Why might you want to do this when the classic Negroni is such a good drink? Well, partly because some of the drinks you discover by doing this are really fucking good. Felix has a list of his favourite Negroni variations, and frankly some of them just blow the Negroni out of the water in my book. Your mileage may of course vary, and you might find that actually the classic Negroni is exactly what you want, but it seems foolish not to try to find out.
Another reason is that it’s great for test bedding new spirits. My friend Ryan makes an old fashioned with just about every spirit he tries, because it’s a great showcase for how it mixes with bitters, which is basically the ur-cocktail.

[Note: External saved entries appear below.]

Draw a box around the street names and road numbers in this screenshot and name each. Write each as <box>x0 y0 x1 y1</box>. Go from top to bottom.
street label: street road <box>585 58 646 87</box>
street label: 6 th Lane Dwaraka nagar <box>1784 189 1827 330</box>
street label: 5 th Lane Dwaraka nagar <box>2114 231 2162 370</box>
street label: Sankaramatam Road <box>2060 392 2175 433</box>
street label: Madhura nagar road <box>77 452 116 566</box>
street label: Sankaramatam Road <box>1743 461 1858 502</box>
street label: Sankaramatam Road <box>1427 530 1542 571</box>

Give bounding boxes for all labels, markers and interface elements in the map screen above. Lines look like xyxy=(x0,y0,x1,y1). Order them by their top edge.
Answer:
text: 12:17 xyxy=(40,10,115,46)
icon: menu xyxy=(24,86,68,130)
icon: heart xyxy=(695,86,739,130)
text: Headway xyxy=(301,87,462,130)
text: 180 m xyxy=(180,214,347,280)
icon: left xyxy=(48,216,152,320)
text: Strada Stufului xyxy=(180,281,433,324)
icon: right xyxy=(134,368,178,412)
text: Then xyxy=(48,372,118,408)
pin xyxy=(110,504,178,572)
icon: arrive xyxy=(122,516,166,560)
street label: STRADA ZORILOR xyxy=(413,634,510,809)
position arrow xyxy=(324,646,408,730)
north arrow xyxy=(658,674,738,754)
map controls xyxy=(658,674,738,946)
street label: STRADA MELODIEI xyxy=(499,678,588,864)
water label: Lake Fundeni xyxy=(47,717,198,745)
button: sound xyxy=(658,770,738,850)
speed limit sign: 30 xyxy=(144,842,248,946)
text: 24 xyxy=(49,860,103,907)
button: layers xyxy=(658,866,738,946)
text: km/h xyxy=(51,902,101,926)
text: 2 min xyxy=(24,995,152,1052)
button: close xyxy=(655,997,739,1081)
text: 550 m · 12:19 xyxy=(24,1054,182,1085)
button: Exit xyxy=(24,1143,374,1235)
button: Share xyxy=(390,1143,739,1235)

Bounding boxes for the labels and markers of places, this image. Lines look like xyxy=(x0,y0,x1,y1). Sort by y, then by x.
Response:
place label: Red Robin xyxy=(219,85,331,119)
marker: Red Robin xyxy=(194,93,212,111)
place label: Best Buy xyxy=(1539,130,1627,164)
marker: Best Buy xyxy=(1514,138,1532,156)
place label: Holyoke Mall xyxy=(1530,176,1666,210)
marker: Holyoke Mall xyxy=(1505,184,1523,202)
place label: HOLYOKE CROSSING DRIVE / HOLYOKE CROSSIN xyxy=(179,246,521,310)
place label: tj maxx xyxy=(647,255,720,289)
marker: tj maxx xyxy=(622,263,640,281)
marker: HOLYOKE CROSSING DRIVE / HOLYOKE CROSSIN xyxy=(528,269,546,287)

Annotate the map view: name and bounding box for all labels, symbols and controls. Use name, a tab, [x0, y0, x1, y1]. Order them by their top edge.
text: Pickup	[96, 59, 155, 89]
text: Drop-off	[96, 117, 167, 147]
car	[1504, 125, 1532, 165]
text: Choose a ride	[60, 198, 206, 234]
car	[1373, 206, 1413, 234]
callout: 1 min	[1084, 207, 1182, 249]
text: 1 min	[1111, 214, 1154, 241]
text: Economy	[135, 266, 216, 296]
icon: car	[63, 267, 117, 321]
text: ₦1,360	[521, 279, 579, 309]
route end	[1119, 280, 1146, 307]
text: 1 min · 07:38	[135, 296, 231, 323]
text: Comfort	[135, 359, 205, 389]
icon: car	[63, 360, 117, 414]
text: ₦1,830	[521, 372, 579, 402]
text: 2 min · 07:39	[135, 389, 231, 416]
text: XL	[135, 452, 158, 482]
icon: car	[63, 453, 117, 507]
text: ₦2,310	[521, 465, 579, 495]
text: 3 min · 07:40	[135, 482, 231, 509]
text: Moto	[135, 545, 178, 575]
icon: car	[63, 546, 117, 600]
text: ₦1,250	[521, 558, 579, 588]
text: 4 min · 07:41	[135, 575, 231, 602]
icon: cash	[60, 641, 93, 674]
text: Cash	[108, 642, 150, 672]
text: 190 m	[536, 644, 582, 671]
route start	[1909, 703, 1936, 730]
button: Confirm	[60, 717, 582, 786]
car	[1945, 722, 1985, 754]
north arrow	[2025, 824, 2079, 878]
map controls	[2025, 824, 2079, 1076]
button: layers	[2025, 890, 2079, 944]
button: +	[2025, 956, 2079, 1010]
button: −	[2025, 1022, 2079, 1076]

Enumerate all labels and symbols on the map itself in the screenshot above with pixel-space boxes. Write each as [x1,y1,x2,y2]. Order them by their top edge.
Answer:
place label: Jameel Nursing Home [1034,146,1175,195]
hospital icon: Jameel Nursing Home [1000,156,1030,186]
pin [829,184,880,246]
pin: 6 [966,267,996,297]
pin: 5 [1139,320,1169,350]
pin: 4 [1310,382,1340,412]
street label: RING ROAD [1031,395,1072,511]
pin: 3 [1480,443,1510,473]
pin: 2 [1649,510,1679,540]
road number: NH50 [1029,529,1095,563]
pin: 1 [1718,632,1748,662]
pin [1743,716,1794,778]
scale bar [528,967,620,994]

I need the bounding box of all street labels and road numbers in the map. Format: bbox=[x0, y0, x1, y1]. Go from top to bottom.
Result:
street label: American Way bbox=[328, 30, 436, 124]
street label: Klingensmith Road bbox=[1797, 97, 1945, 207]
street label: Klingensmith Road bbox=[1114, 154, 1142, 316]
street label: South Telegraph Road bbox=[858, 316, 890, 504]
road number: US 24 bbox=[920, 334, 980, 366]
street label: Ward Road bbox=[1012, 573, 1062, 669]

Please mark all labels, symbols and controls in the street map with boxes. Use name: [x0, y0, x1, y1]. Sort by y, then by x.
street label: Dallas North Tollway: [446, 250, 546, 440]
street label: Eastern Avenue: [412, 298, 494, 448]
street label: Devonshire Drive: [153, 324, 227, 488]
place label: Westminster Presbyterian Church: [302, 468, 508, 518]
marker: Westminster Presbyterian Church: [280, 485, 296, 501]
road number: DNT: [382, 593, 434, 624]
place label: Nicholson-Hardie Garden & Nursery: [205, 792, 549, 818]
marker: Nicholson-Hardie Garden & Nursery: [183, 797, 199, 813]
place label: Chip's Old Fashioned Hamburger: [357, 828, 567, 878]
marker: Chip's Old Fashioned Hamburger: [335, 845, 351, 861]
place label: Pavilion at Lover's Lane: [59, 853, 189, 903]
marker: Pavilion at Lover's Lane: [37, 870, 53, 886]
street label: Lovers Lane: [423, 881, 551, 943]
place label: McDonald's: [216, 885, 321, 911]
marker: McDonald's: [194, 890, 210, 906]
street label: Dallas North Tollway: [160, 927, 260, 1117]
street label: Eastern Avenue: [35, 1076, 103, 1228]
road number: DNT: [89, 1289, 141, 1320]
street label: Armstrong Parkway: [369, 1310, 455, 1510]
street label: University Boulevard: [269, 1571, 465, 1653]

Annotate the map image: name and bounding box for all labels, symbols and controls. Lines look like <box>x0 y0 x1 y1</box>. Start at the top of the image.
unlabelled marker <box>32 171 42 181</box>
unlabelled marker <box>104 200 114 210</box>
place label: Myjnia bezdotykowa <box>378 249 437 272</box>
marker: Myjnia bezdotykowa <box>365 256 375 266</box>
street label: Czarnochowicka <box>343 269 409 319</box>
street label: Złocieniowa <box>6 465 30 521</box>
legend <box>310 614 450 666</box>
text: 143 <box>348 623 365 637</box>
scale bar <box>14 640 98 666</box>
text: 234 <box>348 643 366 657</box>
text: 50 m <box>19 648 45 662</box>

The Negroni works very well as a more complex version of this because it showcases how well it mixes with other spirits and what notes it adds to a drink when it’s not at the forefront.
But neither of those are the real reason I’m in favour of doing this, which gets us down to the point on which I most strongly disagree with Felix’s instructions.
Surprisingly it’s not really about alcohol. Or maybe not surprisingly, because if were really about alcohol I would probably be deferring to Felix’s expertise.
What it’s actually about is a different philosophy of learning.
If you make a thousand Negronis then you will be very drunk.
Err. Wait. Let’s start that again.
If you make a thousand Negronis then you will have learned a lot about Negronis. You’ll have tried it with different vermouths, different gins, maybe different Amaros. You’ll know a lot about how those three classes of flavours interact.
This is depth-first learning. You’ve picked a subject to specialize in, and you’ve learned everything you can about it, and you can now do that area incredibly well.
If you make a thousand Negroni variations, you’ll have explored a lot more of the space of available spirits. You won’t know any of the combinations nearly as in depth as you did by focusing more narrowly, but you’ll have got a very broad ranging view of what works and what doesn’t, and how different flavours of spirits combine with eachother, which is probably closer to what you actually need.
This is breadth first learning. You’ve acquired a wide general knowledge which you can now build upon in most situations you come across.
It’s also possible to combine the two. Once you’ve made your thousand variations, you can pick your favourite and make a thousand of those. You’ll learn just as much as you did with the original Negroni plan, but you’ll do it in the corner of the space that you actually prefer.
There’s a Bruce Lee quote about this which often gets bandied around in discussions about different learning styles:
“I fear not the man who has practised 10,000 kicks once, but I fear the man who had practised one kick 10,000 times.”
But I can’t help but feel that both of those guys would get their ass kicked by the person who practised 5000 kicks once, picked the one that worked best for their build and capabilities, then practised that one 5000 times. Them? They’re fucking scary.
On that thought I’ll leave you. Enjoy your Negronis, whatever they may be.